It’s Chatter tag-teaming day! Before you read another word here, you should first read Dan’s super-duper post relating to composer self-promotion on the internet, because I am spinning off on some of the points he brings up. The topic was specifically requested by one of our regular NewMusicBox commenters, who wondered about how composers promote themselves on the internet.
As we all know, the internet can be a wonderful, amazing thing for a composer, musician, or artist of any sort. But it can also become your very worst enemy, depending on how you use it. I know that for me it has been incredibly useful, and my career would not be close to where it is without it. It has also taken a few years to figure out how to use it in a way that feels comfortable for me. As Dan states in his essay, it is ultimately up to each one of us to decide how, and how much, we will use it.
Although I do think it is very important to take advantage of the internet and the various social networking options out there, I, like Dan, admit to being a relatively conservative user.
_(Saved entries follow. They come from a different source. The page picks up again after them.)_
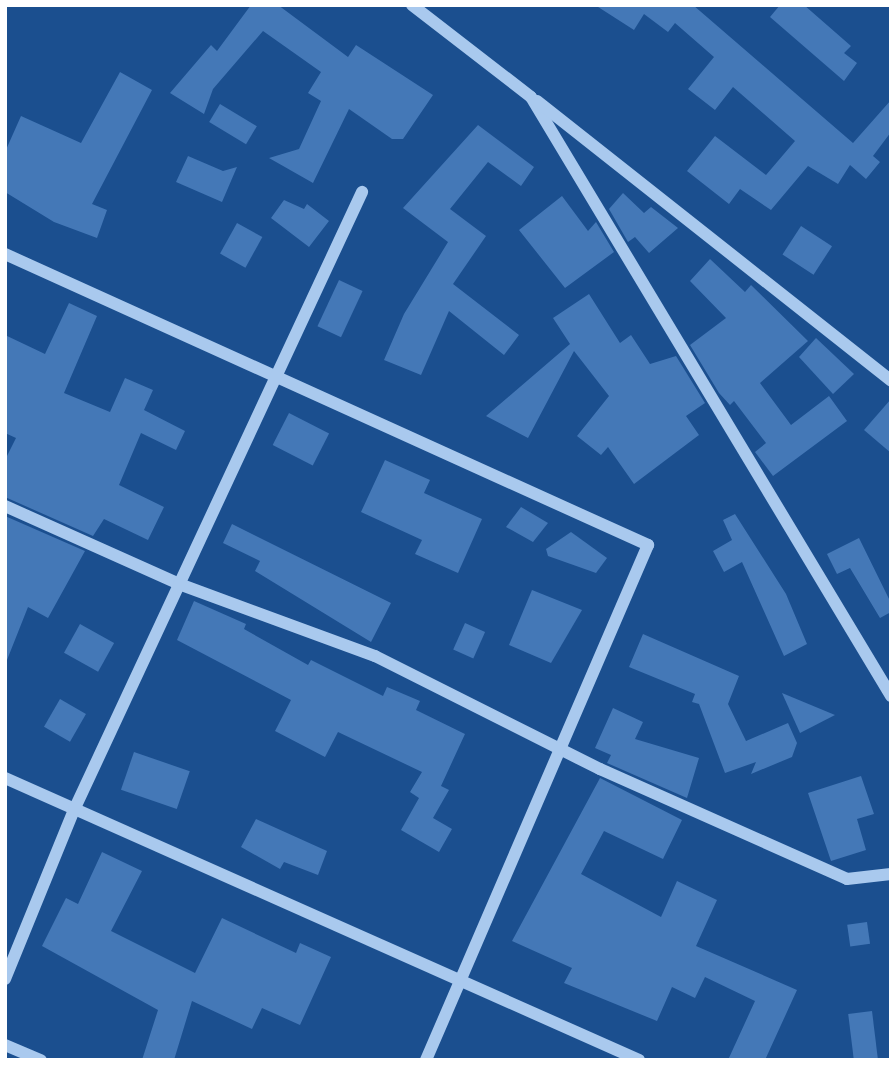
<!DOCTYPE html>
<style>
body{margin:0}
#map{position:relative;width:896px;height:1065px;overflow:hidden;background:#1b4f8f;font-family:"Asap Condensed",sans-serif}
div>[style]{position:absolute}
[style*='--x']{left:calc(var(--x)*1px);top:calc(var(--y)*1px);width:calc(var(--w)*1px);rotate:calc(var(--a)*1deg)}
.building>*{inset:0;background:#4478b7;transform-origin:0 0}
.minor>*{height:12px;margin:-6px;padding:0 6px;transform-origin:6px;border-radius:6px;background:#a9c9ee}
span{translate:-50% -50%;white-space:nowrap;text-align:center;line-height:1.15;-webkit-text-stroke:5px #1b4f8f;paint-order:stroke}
.frame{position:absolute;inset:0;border:7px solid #fff;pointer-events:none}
</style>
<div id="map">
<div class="building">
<i style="clip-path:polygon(251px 5px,278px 5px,348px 57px,356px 45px,433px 95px,403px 139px,392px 139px,349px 109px,313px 183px,269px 158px,299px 149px,321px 101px,308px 93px,321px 72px,263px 31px,213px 89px,204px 114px,170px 93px,211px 45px,217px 51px)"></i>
<i style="clip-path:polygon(595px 5px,693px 5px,853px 143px,891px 100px,891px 132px,873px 156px,880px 162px,866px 179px,850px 165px,838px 184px,808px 166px,771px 210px,740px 189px,729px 204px,687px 171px,715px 136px,766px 175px,795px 141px,733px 87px,715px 110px,688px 89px,714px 57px,675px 23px,668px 32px,644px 14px,634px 30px)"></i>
<i style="clip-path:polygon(780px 5px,804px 5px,851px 46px,844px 53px,857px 63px,844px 81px,770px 17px)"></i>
<i style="clip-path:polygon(120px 72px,152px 90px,92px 204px,107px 210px,97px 238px,54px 222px,5px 192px,5px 152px,21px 116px,81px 143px)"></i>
<i style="left:220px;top:104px;width:43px;height:21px;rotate:31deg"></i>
<i style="clip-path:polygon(478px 125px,534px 167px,521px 186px,488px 162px,450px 209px,486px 236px,453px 284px,519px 335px,504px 355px,449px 311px,421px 375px,384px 360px,404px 314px,448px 242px,403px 208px)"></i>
<i style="clip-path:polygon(188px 156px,223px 171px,237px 167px,222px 202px,176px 182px)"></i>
<i style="clip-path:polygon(623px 193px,644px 213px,651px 207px,678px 228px,649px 253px,635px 237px,628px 242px,609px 209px)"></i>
<i style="clip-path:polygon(562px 196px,588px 231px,596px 222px,614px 252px,565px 288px,519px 230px)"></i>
<i style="clip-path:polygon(284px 200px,304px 209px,307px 204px,329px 221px,309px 247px,271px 218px)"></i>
<i style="left:237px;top:223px;width:29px;height:35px;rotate:29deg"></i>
<i style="left:801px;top:226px;width:37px;height:34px;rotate:33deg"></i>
<i style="clip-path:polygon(710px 259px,745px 292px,751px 285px,808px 341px,760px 383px,791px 425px,829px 396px,847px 421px,773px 476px,755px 452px,766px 443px,734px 401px,730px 405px,719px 393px,690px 345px,726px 318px,690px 281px)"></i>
<i style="left:339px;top:280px;width:26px;height:51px;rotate:25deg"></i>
<i style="clip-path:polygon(589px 294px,620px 343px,631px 335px,650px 364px,676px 356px,705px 403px,686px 416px,699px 435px,634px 484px,608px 447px,601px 455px,577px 436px,609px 396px,574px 351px,528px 438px,486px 416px,570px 344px,553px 318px)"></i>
<i style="clip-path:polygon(69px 303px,97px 316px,64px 393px,110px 412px,125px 378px,153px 390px,144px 410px,185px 431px,176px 450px,141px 433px,119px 485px,164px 507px,148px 540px,104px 519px,93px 536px,5px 497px,5px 460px,16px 438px,5px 433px,5px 335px,45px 354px)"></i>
<i style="clip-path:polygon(816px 338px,854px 374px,833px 394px,799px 357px)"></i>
<i style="clip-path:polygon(891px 399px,891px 453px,864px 430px)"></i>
<i style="left:289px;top:413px;width:45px;height:36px;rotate:27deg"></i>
<i style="clip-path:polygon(385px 460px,430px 480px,424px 493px,482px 519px,458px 573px,415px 554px,422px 540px,361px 512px)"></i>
<i style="clip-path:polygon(521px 507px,548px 523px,533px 542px,506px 527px)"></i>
<i style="clip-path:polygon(735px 514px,786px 594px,807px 644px,784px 656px,742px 562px,724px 572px,713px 551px,732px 540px,723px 520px)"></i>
<i style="clip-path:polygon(5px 516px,85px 551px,48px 618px,28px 607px,7px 660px)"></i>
<i style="clip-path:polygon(232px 524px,391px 603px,371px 642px,255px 571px,260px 561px,223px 543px)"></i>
<i style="clip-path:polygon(571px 532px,607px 558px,596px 573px,548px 556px,546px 549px)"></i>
<i style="clip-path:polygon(859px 538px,891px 603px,891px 612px,880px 618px,850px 568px,837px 574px,827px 554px)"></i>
<i style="clip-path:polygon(532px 590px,582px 610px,551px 663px,509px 645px)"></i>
<i style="clip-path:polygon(194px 601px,246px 624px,244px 629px,308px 665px,311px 660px,383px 696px,387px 687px,420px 701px,416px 710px,465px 734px,441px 786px,449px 790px,433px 818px,452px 829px,439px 852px,401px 830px,419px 798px,410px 792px,422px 772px,338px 732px,325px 757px,275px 731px,291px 700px,177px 640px)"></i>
<i style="left:465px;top:623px;width:22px;height:29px;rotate:24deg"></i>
<i style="left:80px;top:624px;width:39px;height:33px;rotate:29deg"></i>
<i style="clip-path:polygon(643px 634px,739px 676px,728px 704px,746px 741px,788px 723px,797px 743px,792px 757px,751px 774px,756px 762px,725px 773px,699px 704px,692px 702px,695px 694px,629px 667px)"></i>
<i style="clip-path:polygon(782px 693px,835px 715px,800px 733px)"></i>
<i style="left:60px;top:699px;width:30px;height:32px;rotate:30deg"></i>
<i style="clip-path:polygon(613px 708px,643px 722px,635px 739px,699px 758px,687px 798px,607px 763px,611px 755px,595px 748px)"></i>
<i style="left:134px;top:752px;width:59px;height:40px;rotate:19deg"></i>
<i style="clip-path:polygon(861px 776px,874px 814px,857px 819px,866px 850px,831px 861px,808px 793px)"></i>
<i style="clip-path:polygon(600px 778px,682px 820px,663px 859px,604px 831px,581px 874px,661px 917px,677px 881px,717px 900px,696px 946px,797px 990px,765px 1060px,728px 1060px,755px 1001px,705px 977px,695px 998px,672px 987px,657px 1021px,564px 983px,572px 968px,512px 941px)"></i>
<i style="clip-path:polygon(256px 819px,327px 851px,318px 875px,284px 862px,280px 869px,241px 847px)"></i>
<i style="clip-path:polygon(102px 852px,142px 871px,111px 931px,195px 973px,222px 918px,296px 953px,300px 943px,331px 957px,300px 1025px,262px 1008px,252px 1029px,192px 1001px,174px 1060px,142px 1060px,158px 1010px,42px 946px,66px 898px,78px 904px)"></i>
<i style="left:867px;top:922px;width:22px;height:20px;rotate:82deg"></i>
<i style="left:872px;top:1011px;width:49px;height:24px;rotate:83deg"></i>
</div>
<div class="minor">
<i style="--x:412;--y:5;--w:150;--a:37.7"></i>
<i style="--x:531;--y:97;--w:699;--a:58.99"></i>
<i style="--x:537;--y:101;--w:451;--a:38.3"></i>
<i style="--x:5;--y:254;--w:706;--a:24.35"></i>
<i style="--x:648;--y:545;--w:561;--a:113.32"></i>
<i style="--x:5;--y:506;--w:191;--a:24.1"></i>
<i style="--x:179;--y:584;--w:209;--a:20.2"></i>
<i style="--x:375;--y:656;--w:252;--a:26.7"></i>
<i style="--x:600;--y:769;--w:270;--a:24"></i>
<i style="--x:847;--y:879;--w:44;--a:-6.5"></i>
<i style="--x:5;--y:778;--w:694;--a:23.98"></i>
<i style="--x:5;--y:979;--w:183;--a:-67.8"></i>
<i style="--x:74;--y:810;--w:682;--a:-65.01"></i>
<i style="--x:5;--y:1045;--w:39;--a:23"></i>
</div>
<div class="frame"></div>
</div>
There are much more creative ways for artists to harness the power of the internet, but for the purposes of this article I submit myself as an example of “composer self-promotion middle ground.”
My personal inventory of internet activity looks something like this:
My composer website.
This is ground zero for my composing life. All paths ultimately lead here, and this is where one can find all the gory details about my music, such as program notes, audio samples, etc. I keep it as up to date as humanly possible.
Years ago I balked at joining Facebook when this dude named Rob Deemer, who I barely knew at the time, invited me, and I managed to hold off for about a year until I caved in and signed up. Now I love it! I keep it simple and maintain a normal profile page (as opposed to a “fan” page), where I share a mix of professional and personal information.
At first I didn’t see the point, but now I find it invaluable for the sheer number of great articles and interesting information people share! I do not link my Twitter feed to my Facebook account, because the two beg different styles of posting information.
This was a good thing a few years ago, but I am so close to jettisoning my account due to the painfully clunky interface. Nevertheless, it’s a quick and efficient way to let people hear your music.
I post music-related photos (among other photos in my stream) that link to the relevant information on my website, be it a concert, recording, program note, etc.
As you can see, this is a pretty basic roundup of services. Here are some principles around their use that I always keep in mind:
Share information and insights that you honestly find interesting, useful, funny, weird, etc. Things from the outside world as well as things about yourself.
Are you 150% psyched about whatever that thing is you are sharing? Because if you’re not, then no one else will be.
As this article states, the world is a small town. Of course stirring things up a bit is perfectly fine, but respect and common courtesy—in my humble opinion—is essential at all times.
We all have bad days, and there is nothing wrong with sharing that on occasion if you feel comfortable doing so. However, endless strings of negative talk are bound to cause trouble. No one wants to work with someone who constantly complains or who speaks negatively of others, or of themselves in public.
I am very much of the opinion that composers and musicians should help and support one another. If someone does something awesome, or if you find something amazing that others will be interested in, share it! Link it, tag it, write about it, whatever. Let go of expectations about whether such favors will be returned. You might be surprised at what happens.
This may look like a lot of work, but the reality is that I don’t spend a ton of time doing it, because I would prefer to spend my precious free time actually making music rather than talking about making music. Plus, I don’t view it as “self-promotion” as much as connecting with colleagues and friends in the musical world, which is quite simply fun. When it stops being fun, I will be happy to sign off.
What has this activity wrought? Performances, increased score sales (these two obviously go hand-in-hand), CD sales, residencies, commissions, and possibly most importantly, being part of a musical community much wider than that of my own geographical location. That last part feeds all the other things.
But please keep reading because this is so, so important:
Ultimately, no matter how expansive and powerful the internet may be, the reality is that it will never, ever take the place of personal contact. It might be a useful vehicle for getting to know someone and their music, but in the end, the most important aspect of building one’s musical career is making a real-time personal connection. Nothing can take the place of being there; of shaking hands, sharing a coffee or a cocktail, or showing up to an event. I actually find this to be the very best and most fun part of the entire process!